• _PROBLEM STATEMENT_
Take the line containing "Localize all labels, markers" as the first and the last line of the records below as the end, and please set down only what lies between them exactly, both ends included.

• _LISTED RECORDS_
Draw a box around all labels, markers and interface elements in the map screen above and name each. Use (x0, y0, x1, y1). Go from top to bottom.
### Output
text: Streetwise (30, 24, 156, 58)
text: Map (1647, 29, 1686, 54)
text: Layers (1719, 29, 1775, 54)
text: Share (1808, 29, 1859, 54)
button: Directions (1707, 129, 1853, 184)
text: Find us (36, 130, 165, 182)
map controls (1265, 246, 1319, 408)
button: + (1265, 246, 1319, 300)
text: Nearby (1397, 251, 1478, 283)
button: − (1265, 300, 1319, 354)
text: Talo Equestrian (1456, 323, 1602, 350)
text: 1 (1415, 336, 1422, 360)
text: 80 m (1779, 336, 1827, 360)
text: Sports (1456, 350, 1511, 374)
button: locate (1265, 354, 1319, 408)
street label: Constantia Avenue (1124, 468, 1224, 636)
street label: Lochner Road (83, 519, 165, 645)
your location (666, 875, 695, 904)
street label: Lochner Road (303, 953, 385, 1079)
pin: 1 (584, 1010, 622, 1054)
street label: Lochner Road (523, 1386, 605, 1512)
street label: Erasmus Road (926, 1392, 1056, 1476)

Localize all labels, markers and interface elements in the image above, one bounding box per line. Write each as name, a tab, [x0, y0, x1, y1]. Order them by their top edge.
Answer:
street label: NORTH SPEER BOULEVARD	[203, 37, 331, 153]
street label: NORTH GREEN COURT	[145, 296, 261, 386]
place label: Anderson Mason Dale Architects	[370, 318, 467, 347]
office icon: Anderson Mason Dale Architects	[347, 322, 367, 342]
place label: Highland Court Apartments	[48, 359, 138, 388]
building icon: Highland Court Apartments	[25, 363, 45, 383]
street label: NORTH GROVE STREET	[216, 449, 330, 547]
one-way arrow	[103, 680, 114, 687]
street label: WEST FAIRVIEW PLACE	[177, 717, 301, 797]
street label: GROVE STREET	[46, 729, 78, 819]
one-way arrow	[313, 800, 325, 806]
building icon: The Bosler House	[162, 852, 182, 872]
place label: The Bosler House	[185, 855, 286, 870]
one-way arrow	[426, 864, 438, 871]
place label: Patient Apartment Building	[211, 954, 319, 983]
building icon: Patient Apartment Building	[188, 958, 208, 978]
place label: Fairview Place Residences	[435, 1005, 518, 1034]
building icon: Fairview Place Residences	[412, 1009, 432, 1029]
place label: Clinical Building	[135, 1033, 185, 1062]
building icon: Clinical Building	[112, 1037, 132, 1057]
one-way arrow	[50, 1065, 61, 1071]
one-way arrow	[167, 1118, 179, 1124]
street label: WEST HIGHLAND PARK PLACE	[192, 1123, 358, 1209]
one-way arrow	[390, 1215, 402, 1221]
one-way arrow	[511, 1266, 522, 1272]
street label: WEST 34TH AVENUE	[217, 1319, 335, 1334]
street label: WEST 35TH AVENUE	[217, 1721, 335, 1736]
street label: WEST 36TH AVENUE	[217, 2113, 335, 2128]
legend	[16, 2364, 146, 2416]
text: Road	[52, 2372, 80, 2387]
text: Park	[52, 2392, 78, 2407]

• _ANSWER FOR THIS EXERCISE_
Localize all labels, markers and interface elements in the image above, one bounding box per line. Write each as name, a tab, [x0, y0, x1, y1]. Order them by their top edge.
Answer:
street label: NORTH SPEER BOULEVARD	[203, 37, 331, 153]
street label: NORTH GREEN COURT	[145, 296, 261, 386]
place label: Anderson Mason Dale Architects	[370, 318, 467, 347]
office icon: Anderson Mason Dale Architects	[347, 322, 367, 342]
place label: Highland Court Apartments	[48, 359, 138, 388]
building icon: Highland Court Apartments	[25, 363, 45, 383]
street label: NORTH GROVE STREET	[216, 449, 330, 547]
one-way arrow	[103, 680, 114, 687]
street label: WEST FAIRVIEW PLACE	[177, 717, 301, 797]
street label: GROVE STREET	[46, 729, 78, 819]
one-way arrow	[313, 800, 325, 806]
building icon: The Bosler House	[162, 852, 182, 872]
place label: The Bosler House	[185, 855, 286, 870]
one-way arrow	[426, 864, 438, 871]
place label: Patient Apartment Building	[211, 954, 319, 983]
building icon: Patient Apartment Building	[188, 958, 208, 978]
place label: Fairview Place Residences	[435, 1005, 518, 1034]
building icon: Fairview Place Residences	[412, 1009, 432, 1029]
place label: Clinical Building	[135, 1033, 185, 1062]
building icon: Clinical Building	[112, 1037, 132, 1057]
one-way arrow	[50, 1065, 61, 1071]
one-way arrow	[167, 1118, 179, 1124]
street label: WEST HIGHLAND PARK PLACE	[192, 1123, 358, 1209]
one-way arrow	[390, 1215, 402, 1221]
one-way arrow	[511, 1266, 522, 1272]
street label: WEST 34TH AVENUE	[217, 1319, 335, 1334]
street label: WEST 35TH AVENUE	[217, 1721, 335, 1736]
street label: WEST 36TH AVENUE	[217, 2113, 335, 2128]
legend	[16, 2364, 146, 2416]
text: Road	[52, 2372, 80, 2387]
text: Park	[52, 2392, 78, 2407]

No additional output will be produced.